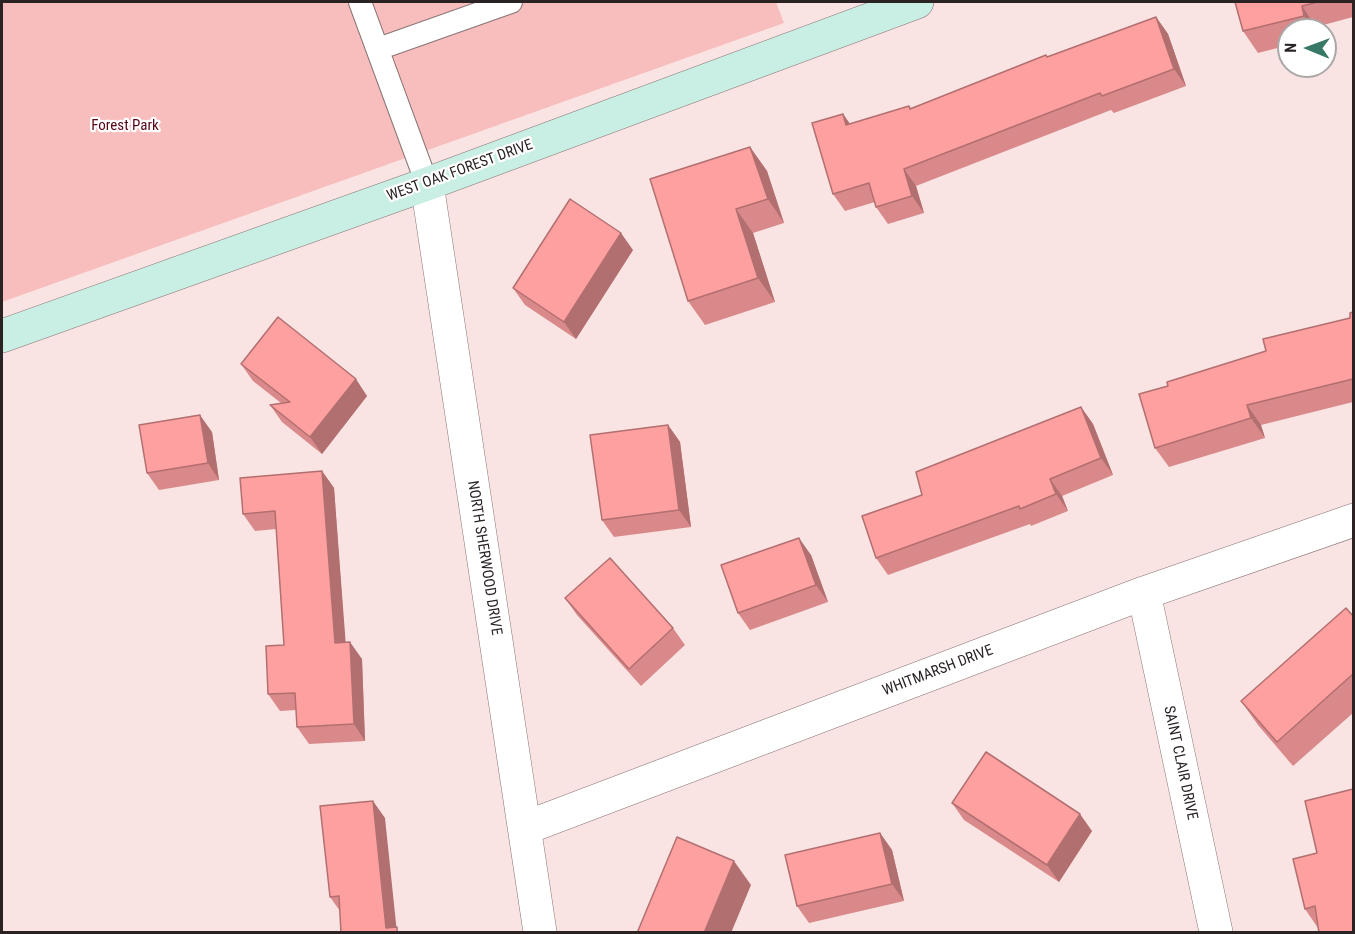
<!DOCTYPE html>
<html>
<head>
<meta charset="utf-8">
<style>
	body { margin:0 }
	#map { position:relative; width:1355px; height:934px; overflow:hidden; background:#fae4e3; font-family:"Roboto Condensed",sans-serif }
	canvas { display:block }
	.frame { position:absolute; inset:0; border:3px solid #2b2323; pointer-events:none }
	.north { position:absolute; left:1277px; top:18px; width:60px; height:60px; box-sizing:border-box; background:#fff; border:2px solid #aaa7a7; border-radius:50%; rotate:271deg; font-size:16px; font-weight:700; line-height:24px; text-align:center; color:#2b2323 }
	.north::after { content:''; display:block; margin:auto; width:21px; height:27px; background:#387867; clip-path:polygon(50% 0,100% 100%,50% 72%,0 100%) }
</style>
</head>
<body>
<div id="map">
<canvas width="1355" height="934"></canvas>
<div class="frame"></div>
<div class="north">N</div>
</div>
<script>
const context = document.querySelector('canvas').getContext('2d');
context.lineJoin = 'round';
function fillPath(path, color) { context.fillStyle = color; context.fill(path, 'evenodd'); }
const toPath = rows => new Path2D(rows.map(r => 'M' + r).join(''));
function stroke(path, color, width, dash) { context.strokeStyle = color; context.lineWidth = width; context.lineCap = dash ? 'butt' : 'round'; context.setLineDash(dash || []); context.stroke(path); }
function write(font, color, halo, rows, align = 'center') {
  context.font = font + ' "Roboto Condensed",sans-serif'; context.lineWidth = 4.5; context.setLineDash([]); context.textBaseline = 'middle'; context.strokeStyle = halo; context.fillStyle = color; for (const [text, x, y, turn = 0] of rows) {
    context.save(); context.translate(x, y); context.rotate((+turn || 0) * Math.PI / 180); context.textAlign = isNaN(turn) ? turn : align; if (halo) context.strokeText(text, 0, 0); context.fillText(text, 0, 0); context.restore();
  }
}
fillPath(toPath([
	[2,2,776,2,784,23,2,302]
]), '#f7bebd');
const service = toPath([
	[360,2,427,184],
	[378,49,511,2]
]);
const minor = toPath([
	[427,184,540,932],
	[1144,593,1216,932],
	[525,828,1144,593,1354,520]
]);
const secondary = toPath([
	[2,336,427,184,917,2]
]);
stroke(service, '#887474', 24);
stroke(minor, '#887474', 34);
stroke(secondary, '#887474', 34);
stroke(service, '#fff', 22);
stroke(minor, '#fff', 33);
stroke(secondary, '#c9eee4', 33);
fillPath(toPath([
	[1235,2,1353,2,1353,17,1316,27,1317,30,1289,30,1289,45,1258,53,1243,31],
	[1156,17,1168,34,1186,86,1114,113,1111,110,916,186,924,213,888,224,876,207,875,202,845,211,833,194,843,114,850,124,909,106,911,108],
	[750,147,767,171,784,223,753,233,775,302,705,325,688,301],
	[633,250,576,339,525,305,513,288],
	[1353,312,1353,402,1261,425,1265,438,1169,467,1155,448,1168,386,1266,351,1350,318],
	[241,364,367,396,322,454,282,422,270,405,281,403,253,381],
	[1081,407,1093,424,1113,475,1062,496,1068,511,1031,526,1030,524,888,575,876,558,922,495],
	[668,425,680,442,691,527,614,537,602,520],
	[212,432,219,480,159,490,147,473],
	[322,471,334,488,345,642,362,659,365,741,309,744,297,727,296,710,280,711,268,694,284,645,276,529,255,531,243,514],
	[811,555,828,602,750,630,738,613],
	[565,598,673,628,685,645,641,686,577,615],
	[1353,616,1353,713,1293,766,1258,725,1241,701],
	[1353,789,1318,928,1305,909],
	[952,803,1092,831,1059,882,964,820],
	[385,818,340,911,330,897],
	[880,833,892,850,904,901,809,923,797,906]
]), '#da898a');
fillPath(toPath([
	[1302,6,1316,27,1317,30,1314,30,1304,16],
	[1156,17,1168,34,1186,86,1174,69],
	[843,114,855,131,846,125],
	[750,147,767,171,784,223,768,199],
	[904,169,916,186,924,213,912,196],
	[736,209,753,233,775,302,758,278],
	[621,233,633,250,576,339,564,322],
	[356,379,367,396,322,454,310,437],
	[1247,405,1261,425,1265,438,1251,418],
	[1081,407,1093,424,1113,475,1101,458],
	[200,415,212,432,219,480,208,463],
	[668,425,680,442,691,527,679,510],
	[322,471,334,488,347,660,335,643],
	[1050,479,1062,496,1068,511,1056,494],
	[799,538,811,555,828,602,816,585],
	[350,642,362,659,365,741,354,724],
	[373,801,385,818,397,933,386,928],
	[1080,814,1092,831,1059,882,1047,865],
	[880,833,892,850,904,901,892,884],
	[734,861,751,885,731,933,704,933]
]), '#b26f70');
const building = toPath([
	[1235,2,1318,2,1302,6,1304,16,1243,31,1235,2],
	[1156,17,1174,69,1102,96,1100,93,904,169,912,196,876,207,869,183,833,194,812,123,843,114,846,125,909,106,910,109,1046,55,1047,57,1156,17],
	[750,147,768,199,736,209,758,278,688,301,650,179,750,147],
	[570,199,621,233,564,322,513,288,570,199],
	[1353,312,1353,379,1247,405,1251,418,1155,448,1139,394,1168,386,1167,382,1266,351,1263,339,1350,318,1350,313,1353,312],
	[278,317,356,379,310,437,270,405,290,402,241,364,278,317],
	[1081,407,1101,458,1050,479,1056,494,1020,509,1019,506,876,558,862,516,922,495,916,472,1081,407],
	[200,415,208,463,147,473,139,425,200,415],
	[668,425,679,510,602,520,590,435,668,425],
	[322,471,335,643,350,642,354,724,297,727,295,693,268,694,266,646,284,645,275,511,243,514,240,478,322,471],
	[799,538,816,585,738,613,721,565,799,538],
	[610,558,673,628,629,669,565,598,610,558],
	[1346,608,1353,616,1353,674,1277,742,1241,701,1346,608],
	[986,752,1080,814,1047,865,952,803,986,752],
	[1353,789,1353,933,1319,933,1315,906,1305,909,1293,859,1317,853,1305,801,1353,789],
	[373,801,386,928,397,927,397,933,341,933,339,896,330,897,320,806,373,801],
	[880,833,892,884,797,906,785,855,880,833],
	[677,837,734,861,704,933,637,933,677,837]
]);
fillPath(building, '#fe9fa0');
stroke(building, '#b26f70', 1.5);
write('15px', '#580414', '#fff', [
	["Forest Park",125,126]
]);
write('15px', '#2b2323', '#fff', [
	["WEST OAK FOREST DRIVE",460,171,-20],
	["NORTH SHERWOOD DRIVE",484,558,81],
	["WHITMARSH DRIVE",938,671,-21],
	["SAINT CLAIR DRIVE",1180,763,78]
]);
</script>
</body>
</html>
.....
* **TO DO**: Review the preceding data and report every line that includes the string "lineWidth".

* **YOUR RESPONSE**:
function stroke(path, color, width, dash) { context.strokeStyle = color; context.lineWidth = width; context.lineCap = dash ? 'butt' : 'round'; context.setLineDash(dash || []); context.stroke(path); }
  context.font = font + ' "Roboto Condensed",sans-serif'; context.lineWidth = 4.5; context.setLineDash([]); context.textBaseline = 'middle'; context.strokeStyle = halo; context.fillStyle = color; for (const [text, x, y, turn = 0] of rows) {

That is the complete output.